Computer: Shared-memory machines.
Operating system: Linux, OpenMP.
Has the code been vectorised or parallelized?: Yes
RAM: Several Gb, depending on matrix size and number of processors
Supplementary material: To facilitate the execution of the program, Hamiltonian field-free and dipole matrix files are provided.
Keywords: Time-dependent Schrödinger equation, Arnoldi-Lanczos, attosecond intense laser-atom interactions.
PACS: 32.80.Fb, 32.80.Rm, 42.65.Re.
Classification: 2.5.

External routines: LAPACK, BLAS

Nature of problem:
We describe a computer program for a general ab initio and non-perturbative method to solve the time-dependent Schrödinger equation (TDSE) for the interaction of a strong attosecond laser pulse with a general atom [1,2]. The probabilities for survival of the initial state, excitation of discrete states, and single ionization due to multi-photon processes can be obtained.

Solution method:
The solution of the TDSE is propagated in time using the Arnoldi-Lanczos method.
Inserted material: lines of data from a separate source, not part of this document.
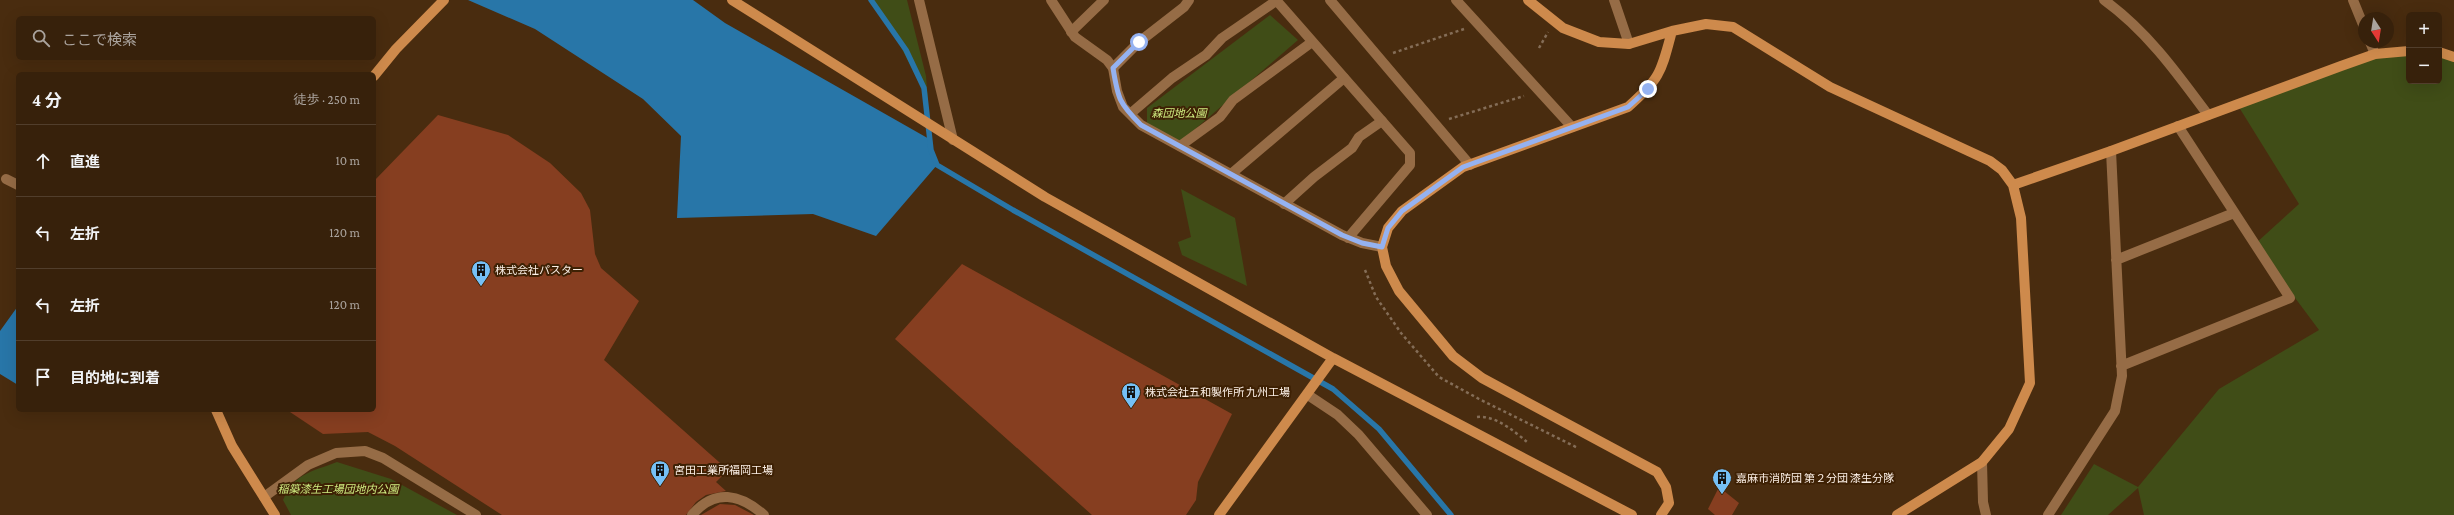 <!DOCTYPE html>
<html lang="ja">
<head>
<meta charset="utf-8">
<style>
  :root { --surface:#37210b; --page:#422e19; --text:#f1f3f6; --muted:#aaa39d; --line:#513e2c }
  body { margin:0; font-family:"Crimson Pro","Noto Sans JP",serif; background:var(--page); color:var(--text) }
  .controls { position:absolute; right:12px; top:12px; display:grid; overflow:hidden; border-radius:6px; box-shadow:0 4px 16px #0002 }
  .controls button { width:36px; height:36px; display:grid; place-items:center; padding:0; border:0; border-bottom:1px solid var(--line); background:var(--surface); color:var(--text); font:20px sans-serif }
  .compass { position:absolute; left:2358px; top:12px; width:36px; height:36px; border-radius:50%; background:var(--surface); box-shadow:0 4px 16px #0002; rotate:168deg }
  .stop { position:absolute; width:12px; height:12px; margin:-9px; border:3px solid #95b2f1; border-radius:50%; background:#fff }
  .stop.end { background:#95b2f1; border-color:#fff; box-shadow:0 1px 4px #0008 }
  .list { margin:0; padding:0; list-style:none }
  h2 { display:flex; justify-content:space-between; align-items:center; height:52px; margin:0; padding:0 16px; font-size:17px }
  h2 small { font-size:13px; font-weight:400; color:var(--muted) }
  .list li { display:grid; grid-template-columns:26px 1fr auto; gap:12px; align-items:center; box-sizing:border-box; height:72px; padding:0 16px; border-top:1px solid var(--line) }
  .list b { display:block; font-size:15px; white-space:nowrap }
  .list em { font-size:13px; font-style:normal; color:var(--muted) }
  .icon { flex:none; width:22px; height:22px; fill:none; stroke:currentColor; stroke-width:2; stroke-linecap:round; stroke-linejoin:round }
  .map { position:relative; flex:none; width:2454px; height:515px; overflow:hidden }
  .search { position:absolute; background:var(--surface); box-shadow:0 4px 16px #0002; left:16px; top:16px; width:360px; height:44px; display:flex; align-items:center; gap:10px; box-sizing:border-box; padding:0 14px; border-radius:6px; color:var(--muted); font-size:15px }
  .panel { position:absolute; background:var(--surface); box-shadow:0 4px 16px #0002; left:16px; top:72px; width:360px; height:340px; border-radius:6px }
  .map>svg:first-child { display:block }
</style>
</head>
<body>
<div class="map">
<svg width="2454" height="515" viewBox="0 0 2454 515">
  <rect width="100%" height="100%" fill="#492c0f"/>
  <path fill="#404d17" d="M870,0H907L926,76L928,100L889,24Z
    M1270,15L1298,40L1179,143L1147,123V108Z
    M2409,51V81H2439V52L2454,57V515H2144L2138,488L2108,515H2061L2094,464L2138,487L2219,389L2319,330L2255,244L2299,204L2237,104L2341,66Z
    M1181,189L1235,218L1247,286L1182,255L1178,242L1191,237Z
    M337,462L391,479L457,515H291L283,500C295,473 311,472 337,462Z"/>
  <path fill="#2876a8" d="M468,0H693L725,23L931,140L930,152L937,165L876,236L813,214L677,218L681,136L643,99L535,29Z
    M18,306V385L0,374V331Z"/>
  <g fill="none" stroke-linecap="round" stroke-linejoin="round">
    <path stroke="#2876a8" stroke-width="5.5" d="M871,0L906,50L924,88L931,150L937,165L1013,210L1333,389L1379,429L1451,515"/>
  </g>
  <path fill="#863e20" d="M438,115L508,135L550,163L581,193L590,210L595,254L601,268L639,301L604,360L728,470L716,482L726,491L706,495L696,502L686,515H502L395,446L368,432L323,434L287,410H374V181Z
    M962,264L1232,414L1198,482L1196,500L1186,515H1092L895,339Z
    M1719,487L1739,503L1732,515H1715L1708,509Z
    M720,504L735,505L754,515H701Z"/>
  <g fill="none" stroke-linecap="round" stroke-linejoin="round">
    <path stroke="#846d57" stroke-width="2.5" stroke-dasharray="3 3" stroke-linecap="butt" d="M1539,48L1548,32
      M1393,53L1464,29
      M1449,119L1524,96
      M1365,270L1376,297L1401,333L1439,377L1479,399L1578,448
      M1477,417C1495,415 1514,431 1527,442"/>
    <path stroke="#966c46" stroke-width="10" d="M1071,32L1104,0
      M1113,68L1139,42L1184,7L1189,0
      M1180,146L1220,117L1233,100L1312,42
      M1231,174L1344,78
      M1284,204L1314,177L1352,148L1359,137L1382,121"/>
    <path stroke="#966c46" stroke-width="10" d="M919,0L953,140
      M1051,0L1075,37L1107,60L1113,68L1117,91L1123,107L1141,125L1342,235L1362,243L1382,247
      M1276,0L1410,153V165L1348,238
      M1330,0L1470,165
      M1456,0L1572,127
      M1614,0L1629,44
      M2104,0C2147,31 2177,73 2208,115
      M2353,0L2364,27
      M2370,42L2375,54
      M1130,114L1172,78L1206,55L1222,38L1276,1
      M6,179L18,185
      M2116,260L2234,213
      M2121,366L2290,298L2178,126
      M1308,395L1338,415L1358,434L1427,515
      M1982,462L1983,502L1986,515
      M264,497L308,465L336,453L365,451L383,458L476,515
      M692,515C715,488 740,494 764,515
      M2048,515L2115,411L2122,376L2111,151"/>
    <path stroke="#ce8a4c" stroke-width="10" d="M732,0L1045,197L1333,358L1632,515
      M1528,0L1563,28L1599,42L1629,44L1672,31L1706,24L1733,27L1830,87L1990,161L2002,170L2013,185L2021,218L2030,383L2009,429L1982,462L1897,515
      M2439,52L2454,57
      M374,76L396,49L444,0
      M2013,185L2111,151L2341,66L2375,54L2409,51
      M216,410L232,446L275,515
      M1219,515L1333,358
      M1661,515L1669,503L1666,487L1657,472L1482,378L1453,356L1399,291L1386,266L1382,247L1388,228L1402,211L1463,167L1628,107C1661,78 1661,72 1672,31"/>
  </g>
  <g fill="none" stroke-linecap="round" stroke-linejoin="round">
    <path stroke="#95b2f1" stroke-width="5" d="M1139,42L1113,68C1118,99 1119,103 1141,125L1342,235L1362,243L1382,247L1388,228L1402,211L1463,167L1628,107L1648,89"/>
  </g>
  <defs>
    <symbol id="building-pin" viewBox="-11 -11 22 30"><path d="M0 17L-7.5 6A9.5 9.5 0 1 1 7.5 6Z" fill="#75c0f6" stroke="#3e2104"/><path d="M-4-6H4V6H1V3H-1V6H-4ZM-2.5-4.3h1.7v1.8h-1.7ZM.8-4.3h1.7v1.8H.8ZM-2.5-1h1.7V.8h-1.7ZM.8-1h1.7V.8H.8Z" fill="#111"/></symbol>
  </defs>
  <g fill-rule="evenodd">
    <use href="#building-pin" x="470" y="259" width="22" height="30"/>
    <use href="#building-pin" x="1120" y="381" width="22" height="30"/>
    <use href="#building-pin" x="649" y="459" width="22" height="30"/>
    <use href="#building-pin" x="1711" y="467" width="22" height="30"/>
  </g>
  <g text-anchor="middle" dominant-baseline="central" stroke-width="4" stroke-linejoin="round" paint-order="stroke">
    <g font-size="11" font-style="italic" fill="#cfed81" stroke="#3e2104">
      <text x="1179" y="113">森団地公園</text>
      <text x="338" y="489">稲築漆生工場団地内公園</text>
    </g>
    <g font-size="11" fill="#fcf0e7" stroke="#3e2104" text-anchor="start">
      <text x="495" y="270">株式会社パスター</text>
      <text x="1145" y="392">株式会社五和製作所 九州工場</text>
      <text x="674" y="470">宮田工業所福岡工場</text>
      <text x="1736" y="478">嘉麻市消防団 第２分団 漆生分隊</text>
    </g>
  </g>
</svg>
<div class="controls">
<button>+</button>
<button>−</button>
</div>
<svg class="compass" viewBox="-18 -18 36 36"><path d="M0-13l5 13h-10z" fill="#e53935"/><path d="M0 13l5-13h-10z" fill="#aaa39d"/></svg>
<div class="stop" style="left:1139px;top:42px"></div>
<div class="stop end" style="left:1648px;top:89px"></div>
<div class="search"><svg class="icon" aria-label="search" viewBox="0 0 24 24"><circle cx="10" cy="10" r="6"/><path d="M15 15l6 6"/></svg>ここで検索</div>
<section class="panel">
<h2>4 分<small>徒歩 · 250 m</small></h2>
<ul class="list">
<li><svg class="icon" aria-label="ahead" viewBox="0 0 24 24"><path d="M12 20V5M6 11l6-6 6 6"/></svg><div><b>直進</b></div><em>10 m</em></li>
<li><svg class="icon" aria-label="left" viewBox="0 0 24 24"><path d="M17 20v-9H6M10 6l-5 5 5 5"/></svg><div><b>左折</b></div><em>120 m</em></li>
<li><svg class="icon" aria-label="left" viewBox="0 0 24 24"><path d="M17 20v-9H6M10 6l-5 5 5 5"/></svg><div><b>左折</b></div><em>120 m</em></li>
<li><svg class="icon" aria-label="arrive" viewBox="0 0 24 24"><path d="M6 21V4h12l-3 4 3 4H6"/></svg><div><b>目的地に到着</b></div></li>
</ul>
</section>
</div>
</body>
</html>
The field-free Hamiltonian and the dipole matrices, originally generated in an arbitrary basis (e.g., the flexible B-spline R-matrix (BSR) method with non-orthogonal orbitals [3]), must be provided in the eigenbasis of the problem as input.

The present program is restricted to a 1Se initial state and linearly polarized light. This is the most common situation experimentally, but a generalization is straightforward.

Running time:
Several hours, depending on the number of threads used.

[1] X. Guan, O. Zatsarinny, K. Bartschat, B. I. Schneider, J. Feist, and C. J. Noble, Phys. Rev. A 76, 053411 (2007).
[2] X. Guan, C. J. Noble, O. Zatsarinny, K. Bartschat, and B. I. Schneider, Phys. Rev. A 78, 053402 (2008).
[3] O. Zatsarinny, Comp. Phys. Commun. 174, 273 (2006).